When you use Windows 7, you may notice the lack of included applications compared to previous versions of Windows. You won’t find a messenger application or a movie maker without downloading them from Microsoft, but don’t worry! You still have Paint, Windows Media Player and Windows Media Center, the three applications that this article concentrates on. You may question why Paint is included in the list, as we’ve had it in every version of Windows since 1.0 in 1985, but it’s undergone quite a facelift that might get your attention…
The first thing you’ll notice when you open Paint in Windows 7 is the fact that it’s equipped with an office-like ribbon interface. Before now, I thought of the ribbon as that huge office logo in the top left hand corner of your window, but the ribbon is actually designed like the ribbon in the upcoming Office 2010, with a very subtle button in the top left of your window, that presents you with a menu of options. You can send your picture in an e-mail (not a feature I’d use very often considering my talent, or lack of, as an artist) or set whatever you’re working on as your desktop background.

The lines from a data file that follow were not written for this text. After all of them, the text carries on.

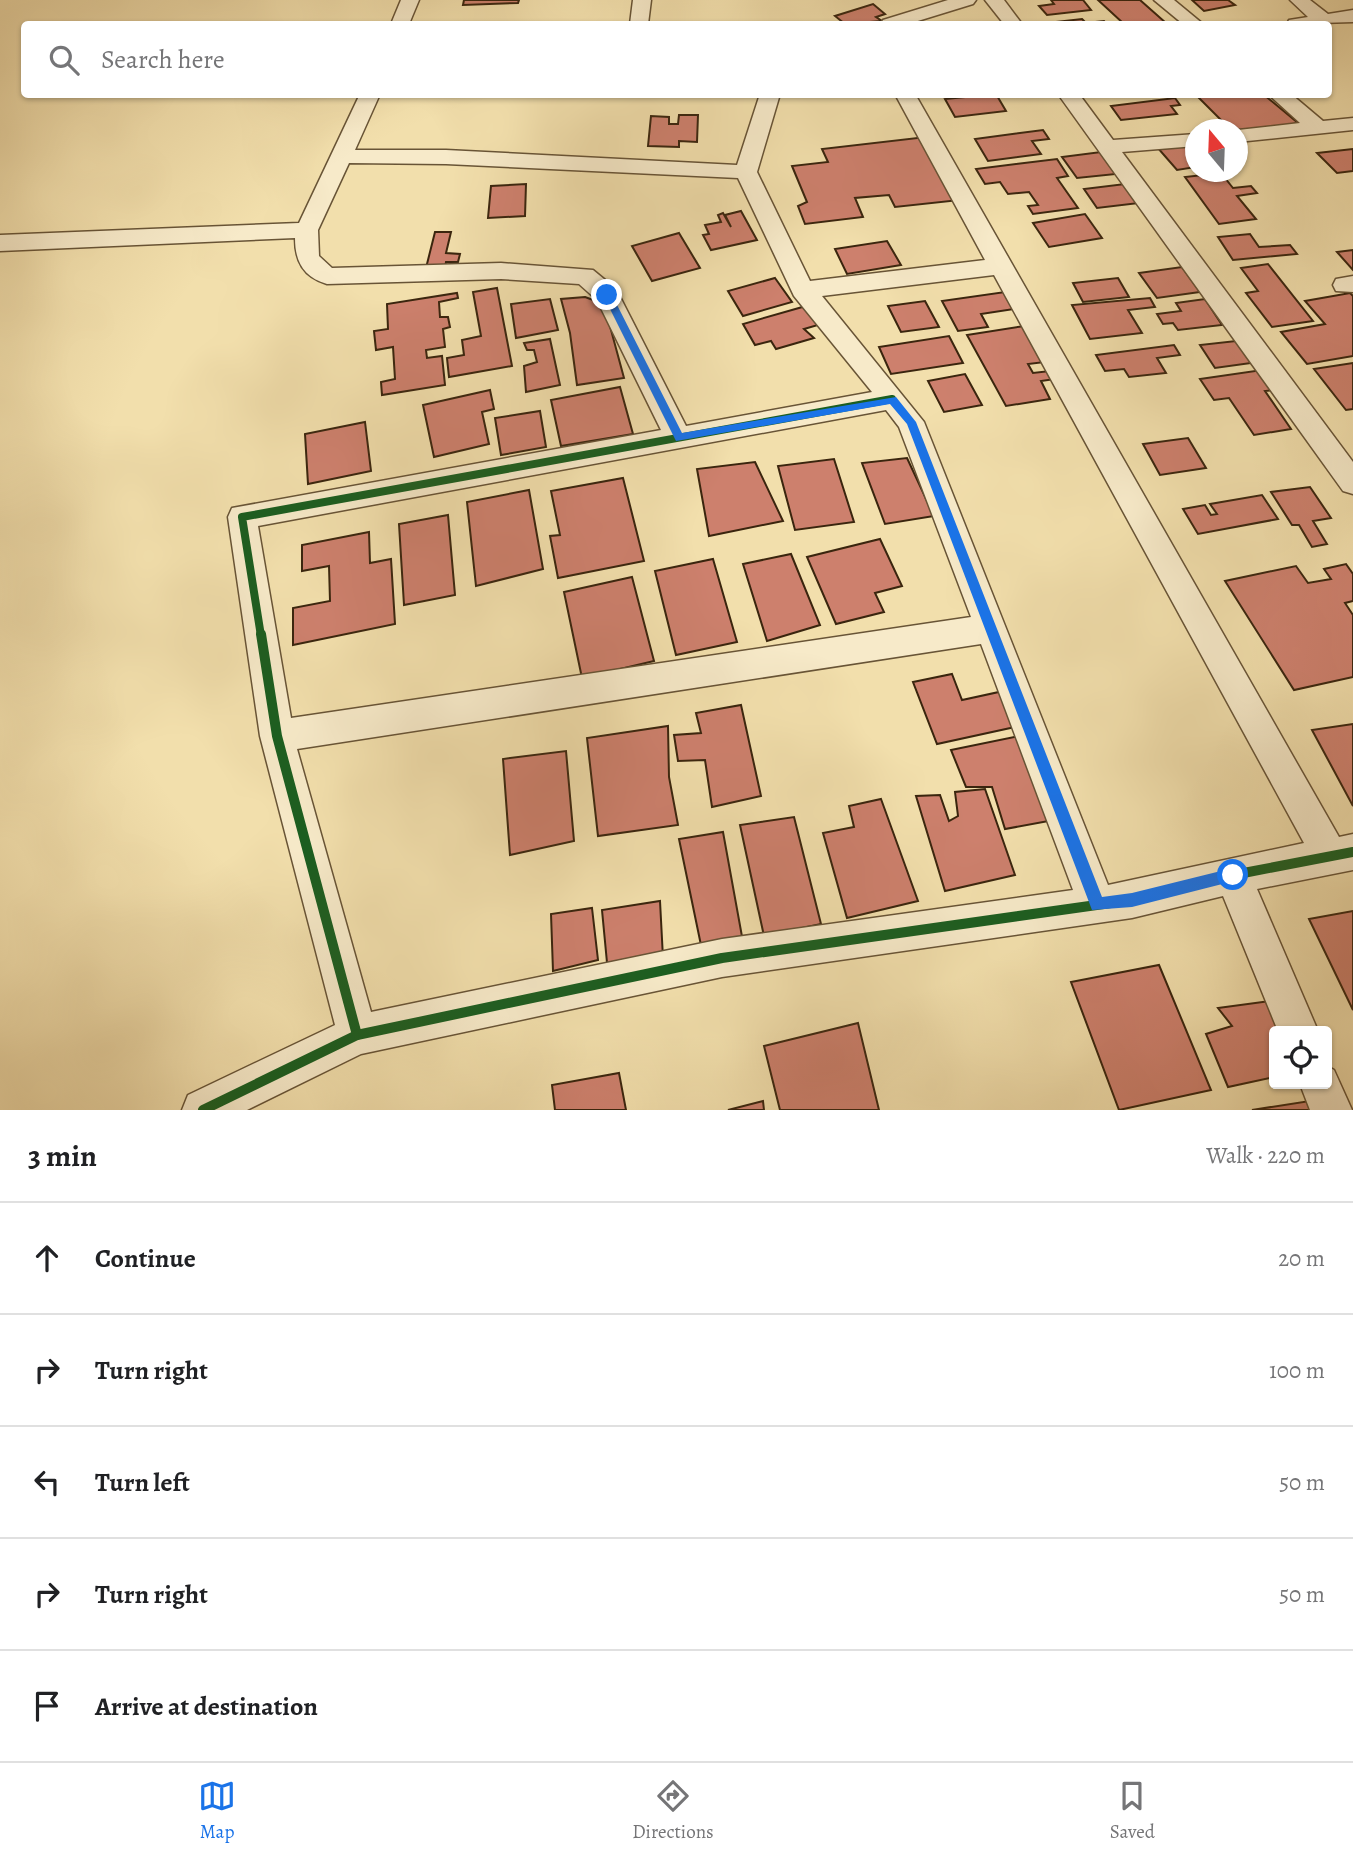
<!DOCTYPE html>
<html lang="en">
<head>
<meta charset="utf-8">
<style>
  body { margin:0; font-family:Alegreya,serif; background:#f2f2f2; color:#202124 }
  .controls { position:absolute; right:21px; bottom:21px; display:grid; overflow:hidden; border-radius:7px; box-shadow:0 2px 5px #0004 }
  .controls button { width:63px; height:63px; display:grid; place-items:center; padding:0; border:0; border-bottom:2px solid #e0e0e0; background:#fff; color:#202124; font:35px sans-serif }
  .compass { position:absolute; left:1185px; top:119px; width:63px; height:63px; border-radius:50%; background:#fff; box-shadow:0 2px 5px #0004; rotate:341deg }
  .stop { position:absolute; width:21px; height:21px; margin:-16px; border:5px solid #1a73e8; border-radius:50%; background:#fff }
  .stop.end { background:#1a73e8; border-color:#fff; box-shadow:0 2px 7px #0008 }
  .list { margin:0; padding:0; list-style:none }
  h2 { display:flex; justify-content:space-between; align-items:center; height:91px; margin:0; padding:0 28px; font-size:30px }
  h2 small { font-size:23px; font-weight:400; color:#757577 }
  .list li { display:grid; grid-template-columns:46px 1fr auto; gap:21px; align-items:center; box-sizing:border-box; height:112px; padding:0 28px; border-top:2px solid #e0e0e0 }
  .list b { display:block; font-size:26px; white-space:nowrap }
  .list em { font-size:23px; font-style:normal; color:#757577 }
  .icon { flex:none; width:38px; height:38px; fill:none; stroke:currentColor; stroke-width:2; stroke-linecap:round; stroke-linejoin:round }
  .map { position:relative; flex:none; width:1353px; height:1110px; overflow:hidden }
  .search { position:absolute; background:#fff; box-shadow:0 2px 5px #0004; left:21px; right:21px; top:21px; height:77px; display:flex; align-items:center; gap:18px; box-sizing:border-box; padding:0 24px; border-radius:7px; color:#757577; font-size:26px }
  .sheet { height:651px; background:#fff }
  nav { display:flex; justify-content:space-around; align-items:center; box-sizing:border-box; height:98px; border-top:2px solid #e0e0e0; background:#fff; font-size:19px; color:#757577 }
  nav a { display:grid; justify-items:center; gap:4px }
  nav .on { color:#1a73e8 }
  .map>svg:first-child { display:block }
  .building { fill:#cd806d; stroke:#3a250e; stroke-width:2 }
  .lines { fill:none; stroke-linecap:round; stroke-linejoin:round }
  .minor-casing { stroke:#685436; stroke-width:3 }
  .minor { fill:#f7eac9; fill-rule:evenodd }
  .cycleway-far1-casing { stroke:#f7eac9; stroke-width:12 }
  .cycleway-casing { stroke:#f7eac9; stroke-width:15 }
  .cycleway-far1 { stroke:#1b5e20; stroke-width:8 }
  .cycleway { stroke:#1b5e20; stroke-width:10 }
  .route { fill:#1a73e8 }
</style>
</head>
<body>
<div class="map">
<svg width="1353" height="1110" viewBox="0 0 1353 1110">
  <rect width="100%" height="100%" fill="#f2dfac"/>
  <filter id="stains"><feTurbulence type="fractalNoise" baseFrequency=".00286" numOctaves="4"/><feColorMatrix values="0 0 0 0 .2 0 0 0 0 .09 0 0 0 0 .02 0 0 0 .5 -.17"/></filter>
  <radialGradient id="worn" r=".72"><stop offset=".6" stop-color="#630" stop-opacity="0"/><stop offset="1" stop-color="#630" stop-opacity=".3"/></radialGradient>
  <g class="building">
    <polygon points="464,0 519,0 518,3 463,5"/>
    <polygon points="1051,0 1083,0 1091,10 1047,15 1039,6 1054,4"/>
    <polygon points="1098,0 1140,0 1166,23 1124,24"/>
    <polygon points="1192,0 1228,0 1235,5 1204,11"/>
    <polygon points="873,4 885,14 876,17 882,21 845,24 835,16"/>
    <polygon points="1082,19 1086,23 1104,21 1107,24 1047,23"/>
    <polygon points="996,94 1006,111 955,117 945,99"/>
    <polygon points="1195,94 1263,94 1298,123 1238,134 1238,130 1231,130"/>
    <polygon points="1175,98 1180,105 1171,106 1177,114 1121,120 1111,106"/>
    <polygon points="679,115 698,115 697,142 679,141 679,147 648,146 651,116 669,117 669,124 678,124"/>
    <polygon points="1043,130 1049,139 1032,141 1041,154 988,161 975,139"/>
    <polygon points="926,137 960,200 895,207 889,195 855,198 863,217 805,224 798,206 807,202 792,166 828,162 822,149"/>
    <polygon points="1196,143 1196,167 1177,170 1157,147"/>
    <polygon points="1353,149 1353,171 1337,173 1317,153"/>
    <polygon points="1101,152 1116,174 1077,178 1062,157"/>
    <polygon points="1057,159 1068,176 1057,178 1078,208 1033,214 1028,206 1038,205 1029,192 1008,194 1000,182 985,184 976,169"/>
    <polygon points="1221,173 1233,188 1251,186 1257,193 1237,196 1256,219 1219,224 1185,177"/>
    <polygon points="526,184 525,216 488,218 491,186"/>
    <polygon points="1125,184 1139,203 1097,208 1084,189"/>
    <polygon points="741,211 757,240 711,250 703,235 709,234 705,225 721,222 718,215 723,213 731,227 725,215"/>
    <polygon points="1085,214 1102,238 1049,247 1033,223"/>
    <polygon points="435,232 451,232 446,253 460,254 458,262 446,262 445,268 426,268"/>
    <polygon points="679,233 700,268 652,281 632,246"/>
    <polygon points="1250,234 1259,247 1290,245 1297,254 1233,260 1218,237"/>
    <polygon points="887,241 901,265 847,274 835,249"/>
    <polygon points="1353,250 1353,270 1337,252"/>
    <polygon points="1268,264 1313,321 1272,327 1246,293 1258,291 1241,268"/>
    <polygon points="1182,267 1200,292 1157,298 1139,273"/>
    <polygon points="775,278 792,302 743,316 728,291"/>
    <polygon points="1118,278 1129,297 1083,302 1073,283"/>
    <polygon points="497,288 512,366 449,377 447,358 464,355 462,340 481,336 473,292"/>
    <polygon points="1005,292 1014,309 981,314 988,327 958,331 942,301"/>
    <polygon points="457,293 458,298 439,302 440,317 448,317 450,327 443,329 445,347 426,350 427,358 442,356 445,385 382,395 381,382 395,379 393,347 376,350 374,331 388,329 387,304"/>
    <polygon points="1350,293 1353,296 1353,356 1307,364 1281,332 1325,324 1305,301"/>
    <polygon points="585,297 604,304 624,378 577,385 570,333 561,299"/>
    <polygon points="1150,298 1155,307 1128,310 1142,333 1090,339 1072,305"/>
    <polygon points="550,299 558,330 516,338 511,304"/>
    <polygon points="1205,299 1222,325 1178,330 1173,323 1163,324 1157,314 1181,311 1176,303"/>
    <polygon points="925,301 939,327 901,332 888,306"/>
    <polygon points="806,306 818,325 804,329 814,338 776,349 771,341 755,345 743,324"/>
    <polygon points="1024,326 1045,362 1028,364 1033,373 1050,371 1055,379 1041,381 1050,399 1006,406 967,335"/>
    <polygon points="949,336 963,363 891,374 879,347"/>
    <polygon points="550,339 560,385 526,392 524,366 537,362 534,350 527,350 524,343"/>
    <polygon points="1236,341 1251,363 1215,368 1200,345"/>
    <polygon points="1174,345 1180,355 1157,358 1166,373 1129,377 1124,369 1105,371 1096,355"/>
    <polygon points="1353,363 1353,409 1346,410 1314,369"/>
    <polygon points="1262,370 1276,390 1265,391 1291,429 1254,435 1229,398 1214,400 1200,379"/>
    <polygon points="965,374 982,405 944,412 928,381"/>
    <polygon points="620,387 633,434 561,446 551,400"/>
    <polygon points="490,390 494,409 482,412 489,444 434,457 423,405"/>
    <polygon points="540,411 546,447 501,455 495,418"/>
    <polygon points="365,422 371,471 308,484 305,434"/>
    <polygon points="1188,438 1206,468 1160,475 1143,444"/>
    <polygon points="907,458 934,516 885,524 862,463"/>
    <polygon points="834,459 854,522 795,530 778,466"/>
    <polygon points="755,462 783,521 709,536 697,469"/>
    <polygon points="623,478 644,561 558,578 550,536 560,535 551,491"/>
    <polygon points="1310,487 1331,518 1313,521 1327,544 1312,547 1299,525 1292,525 1271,492"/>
    <polygon points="529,490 543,569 476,586 467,502"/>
    <polygon points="1262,495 1278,519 1198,534 1183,509 1205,505 1211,515 1217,514 1210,504"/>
    <polygon points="448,515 455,595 404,605 399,524"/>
    <polygon points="369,532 370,563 391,559 395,624 293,645 293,608 330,601 329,566 302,571 302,545"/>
    <polygon points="880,539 902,586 875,593 884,612 836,624 807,557"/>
    <polygon points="791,554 820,625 767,641 743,564"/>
    <polygon points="713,559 737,642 676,655 655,571"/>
    <polygon points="1346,564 1353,574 1353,601 1345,603 1353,615 1353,677 1294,690 1225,581 1296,566 1308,583 1331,579 1324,569"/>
    <polygon points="632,577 654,661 582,678 564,592"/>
    <polygon points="952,674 962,700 999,692 1015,727 937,744 913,682"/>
    <polygon points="741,705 761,796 712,807 705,760 678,761 674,735 701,733 696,713"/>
    <polygon points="1353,724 1353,806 1312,730"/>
    <polygon points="668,726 669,777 678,825 598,836 587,738"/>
    <polygon points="1019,736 1054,820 1005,829 992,787 966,787 951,750"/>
    <polygon points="566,751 574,841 510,855 503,759"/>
    <polygon points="985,789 1015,875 945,891 916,796 940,795 949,821 958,816 955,792"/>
    <polygon points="881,799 918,901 847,918 823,833 854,827 849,806"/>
    <polygon points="794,817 821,924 764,936 740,825"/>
    <polygon points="723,832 743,942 702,950 679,839"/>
    <polygon points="660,901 663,958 608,973 602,910"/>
    <polygon points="592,908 598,960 553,971 551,914"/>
    <polygon points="1353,911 1353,1010 1309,919"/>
    <polygon points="1159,965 1211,1090 1119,1110 1071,982"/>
    <polygon points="1277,1000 1291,1031 1274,1031 1274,1077 1228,1087 1206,1034 1232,1026 1218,1008"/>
    <polygon points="858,1023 879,1110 780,1110 764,1046"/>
    <polygon points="619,1073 626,1110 555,1110 552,1085"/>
    <polygon points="1316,1100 1321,1110 1252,1110"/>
    <polygon points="763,1101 764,1110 728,1110"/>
  </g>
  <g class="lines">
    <defs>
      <g id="minor">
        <polygon points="401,0 419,0 409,24 391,24"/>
        <polygon points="633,0 651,0 648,24 630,24"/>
        <polygon points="948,0 976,0 973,4 908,24 881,24 883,20"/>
        <polygon points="985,0 1004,0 1022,24 1004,24"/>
        <polygon points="1154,0 1174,0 1203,24 1183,24"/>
        <polygon points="1290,0 1310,0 1328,14 1353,10 1353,22 1287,24 1289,20 1308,17"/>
        <path d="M360 94H380L355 150H446L737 165 760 94H780L757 172 810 281 985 260 895 94H915L1339 837 1353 834V870L1257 889 1318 1031H1278L1223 896 1132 918 722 977 361 1054 247 1110H182L188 1095 335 1025 260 736 228 517 232 508 661 430 597 300 579 284 501 279 327 284C303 277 295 261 295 238L0 251V235L299 223ZM349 163 446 164 738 178 794 296 872 392 686 426 616 289 593 270 501 263 332 268 319 256 318 230ZM994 275 1304 843 1108 885 924 422 822 296ZM886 410 899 427 971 617 291 718 258 526ZM981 644 1073 890 722 939 371 1012 297 749Z"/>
        <polygon points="1058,94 1079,94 1113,140 1196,134 1196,146 1122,152 1353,462 1353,494 1343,491"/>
        <polygon points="1268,94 1291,94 1323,121 1353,118 1353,130 1238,142 1238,130 1300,123"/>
        <polygon points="1353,276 1353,292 1336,291 1333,285 1336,279"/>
        <polygon points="1327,1066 1334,1070 1352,1110 1310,1110 1300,1084 1327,1084"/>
      </g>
    </defs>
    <use href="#minor" class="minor-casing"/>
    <use href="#minor" class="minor"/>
    <defs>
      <polyline id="cycleway-far1" points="261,636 242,517 892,399"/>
      <g id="cycleway">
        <polyline points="261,634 277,736 357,1035"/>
        <polyline points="203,1110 357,1035 722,958 1132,900 1233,875 1353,852"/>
      </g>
    </defs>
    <use href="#cycleway-far1" class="cycleway-far1-casing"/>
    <use href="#cycleway" class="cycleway-casing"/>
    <use href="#cycleway-far1" class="cycleway-far1"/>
    <use href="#cycleway" class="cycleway"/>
  </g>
  <polygon class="route" points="607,292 612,295 682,433 896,397 916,422 1102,897 1132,893 1233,868 1238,870 1238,880 1132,907 1092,910 907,424 890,404 676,441 603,295"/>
  <rect width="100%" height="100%" filter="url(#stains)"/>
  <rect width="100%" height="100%" fill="url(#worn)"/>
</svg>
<div class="controls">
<button><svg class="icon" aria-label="locate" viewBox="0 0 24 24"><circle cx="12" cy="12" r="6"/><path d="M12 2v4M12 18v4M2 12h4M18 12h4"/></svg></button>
</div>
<svg class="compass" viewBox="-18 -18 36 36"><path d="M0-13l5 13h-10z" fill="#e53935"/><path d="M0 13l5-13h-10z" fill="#757577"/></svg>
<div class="stop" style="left:1233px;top:875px"></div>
<div class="stop end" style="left:607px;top:295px"></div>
<div class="search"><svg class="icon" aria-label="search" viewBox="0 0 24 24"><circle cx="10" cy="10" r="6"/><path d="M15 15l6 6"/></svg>Search here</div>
</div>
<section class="sheet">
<h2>3 min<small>Walk · 220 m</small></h2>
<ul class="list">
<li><svg class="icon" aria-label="ahead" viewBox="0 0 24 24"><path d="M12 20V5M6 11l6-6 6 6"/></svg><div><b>Continue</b></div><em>20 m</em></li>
<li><svg class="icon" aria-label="right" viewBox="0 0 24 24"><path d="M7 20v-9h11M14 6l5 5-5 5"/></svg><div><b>Turn right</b></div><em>100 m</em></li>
<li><svg class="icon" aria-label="left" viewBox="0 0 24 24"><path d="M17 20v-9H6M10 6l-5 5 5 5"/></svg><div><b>Turn left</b></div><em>50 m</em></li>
<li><svg class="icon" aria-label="right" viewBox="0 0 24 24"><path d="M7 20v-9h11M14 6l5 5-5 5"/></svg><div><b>Turn right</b></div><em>50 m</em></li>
<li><svg class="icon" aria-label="arrive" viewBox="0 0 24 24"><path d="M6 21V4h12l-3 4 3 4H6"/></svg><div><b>Arrive at destination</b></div></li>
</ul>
</section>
<nav>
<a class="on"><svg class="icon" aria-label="map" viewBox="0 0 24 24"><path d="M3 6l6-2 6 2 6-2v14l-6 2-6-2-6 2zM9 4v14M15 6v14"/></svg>Map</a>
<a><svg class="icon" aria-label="directions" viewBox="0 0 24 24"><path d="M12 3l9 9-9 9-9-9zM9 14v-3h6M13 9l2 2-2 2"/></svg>Directions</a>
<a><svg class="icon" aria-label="saved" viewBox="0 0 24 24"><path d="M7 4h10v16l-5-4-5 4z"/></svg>Saved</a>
</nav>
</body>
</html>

Cropping, resizing and rotating tools are all readily available on the ribbon, and you also have a host of brushes to choose from when doodling in your free time… In addition to this, there are also some gimmicky shapes to choose from, including a love heart and a lightning strike on top of the usual arrows and speech bubbles. So MS Paint is still a pointless application, but what I like about it is the fact that it doesn’t take itself seriously. Microsoft know that it’s not going to be used for serious artwork, and have updated it in quite a nice way, adding a few more tools for procrastination along the way.
Windows Media Player
Another version of Windows means another version of Windows Media Player. My first interaction with it was playing a video clip I downloaded from the internet. Like QuickTime X, it has a very minimalist feel to it with video controls fading in when you roll your mouse over the window, and disappearing again when you move your mouse away. When the window isn’t maximised it looks good, but the complete lack of controls look quite strange in full screen mode, and there’s no title on the window which also looks strange to me, but that’s probably down to personal taste.
You’ll also find a picture viewer, which shows all the images in your personal ‘Pictures’ folder. By default, they’re displayed in a grid format, and to enlarge a picture, you can double click on it. Similar to when you’re watching video, the control bar appears and disappears depending on where your mouse is, and a slideshow of your pictures appear.
When viewing your music collection, you can view either by artist, album or genre. Again by default, your albums are displayed in a grid. Like previous versions, as you view an album, all the songs are displayed in a list an you can choose what you want to play.
To me, Windows Media player feels incomplete, although there are some quite nice features. You can play songs from your iTunes library (DRM songs are a no go, but that’s expected right?) and you can control it from your taskbar without having to go into the media player itself. Personally, I’d rather stick with iTunes than use Windows Media Player as the interface feels more polished and easy to use than WMP.
Windows Media Center
I’ve been using Windows Media Center ever since it made its introduction on Windows XP Media Center Edition, and I always enjoyed using it to play my music and watch movies on the big screen. At first glance, not much has changed — the home screen has a similar feel to that of Vista’s Media Center, where you can browse through all your photos, videos, music and watch TV. A great feature of the Media Center is menu navigation whilst you’re watching a video. Rather than show the menu and continue to play the video in a small window by the side of it, the menu appears over the video, which continues to play in full screen. Not only does it look good, but it allows you to carry on watching your movie while you’re rooting around the menu.
When you’re looking through your music, all of your albums are displayed in a grid view across the screen, so you can easily see your albums and pick out the one you want. If you have a lot of music and it takes too long to go through the grid, you can also search for the track you want. When you’re playing an album or a song, the album art appears by the song information, and a grid of all the other albums in your library appear behind it faded out. The album art goes from one side of the screen to the other, fading out the menus until you roll your mouse back into the window to view the menus again, which is also a nice effect.
The new additions to Windows Media Center in Windows 7 make it well worth checking out and a great addition to the media capabilities of Windows. Unfortunately, I don’t have a TV tuner on my computer set up yet, but when I do, you can expect a full review of its capabilities!